Where's Waldo, you may wonder? Bottom left...
MASSIVE reminder to self: Bay swimming is NOT pool swimming. 
I completely lost track of my form and technique that I've worked so hard at in the pool! I plan to embark in the Bay tomorrow afternoon to get down with some serious open water swimming (and SIGHTING!). Wish me luck!

Saturday night the team let loose at a Karaoke Fundraiser. Here's the thing - if you know me, you know NOT to let me within proximity of a Karaoke Bar (key word being BAR). Before I knew it, I was rushing the stage yelling (not singing) Love Shack, Baby Got Back (adorned with just the right amount of ass shaking), ByeByeBye, and probably more...I think there was some Janis Joplin in the mix...and maybe some Spice Girls...It's shameful, really. And all was conveniently captured on video cameras and cell phones by amused (perhaps confused?) team members (all of which will likely NOT make this blog, sorry Mom). 

In any case, you can imagine my distaste (regret, pain, headache, nausea etc) when my alarm woke me up at 6:45am the next day in time for our SUNNY double brick in Woodside. I'm learning quickly (and more so with Team in Training than before) that Triathletes know how to rally. In fact, that's a KEY part of training (right?). So I caffeinated, geared up, and trekked down to the Peninsula for a beefy workout. 

Here I am with one of my many Karaoke-partners-in-crime rehashing the madness of the night before, and getting pumped to Bike-Run-Bike-Run (that's right...DOUBLE BRICK!).
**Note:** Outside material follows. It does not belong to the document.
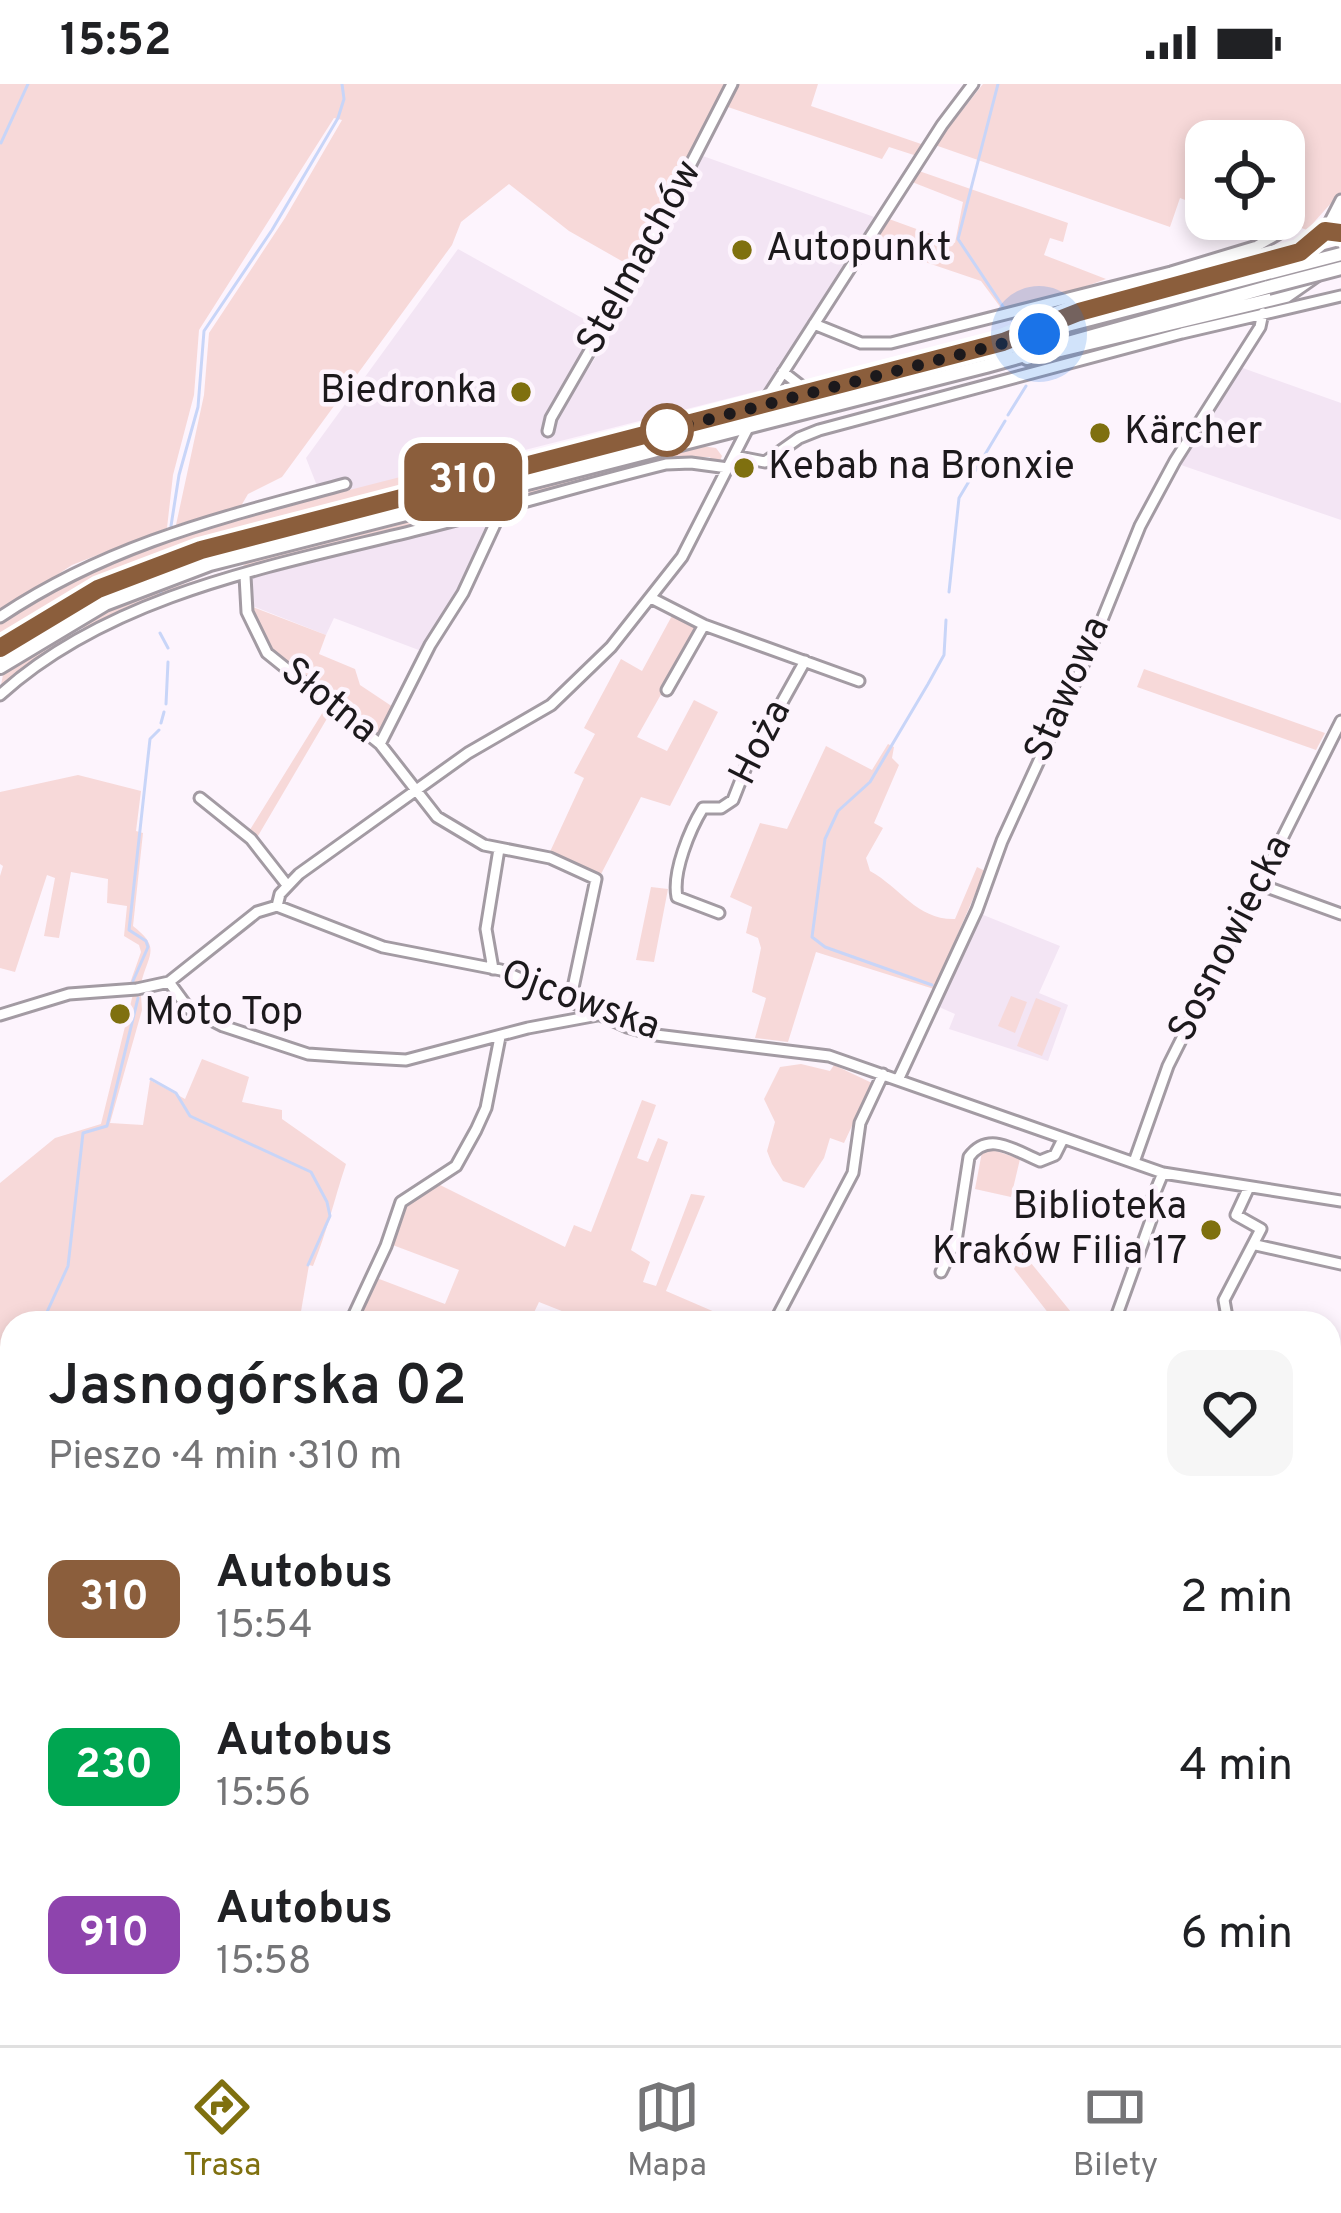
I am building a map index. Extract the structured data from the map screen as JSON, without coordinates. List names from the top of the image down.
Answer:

Everything about this workout was awesome. I felt strong, refreshed and exhilarated the entire time (even through the hot and hilly trail run).  And...I'm still a bit sore. 

As with my training, I've made great strides in fundraising but I still have a long way to go. Because I know you just can't wait to donate to LLS in admiration of my hungover brick(s) of glory, I'm giving you this opportunity to visit my page and show your support. AND it's for an AMAZING cause.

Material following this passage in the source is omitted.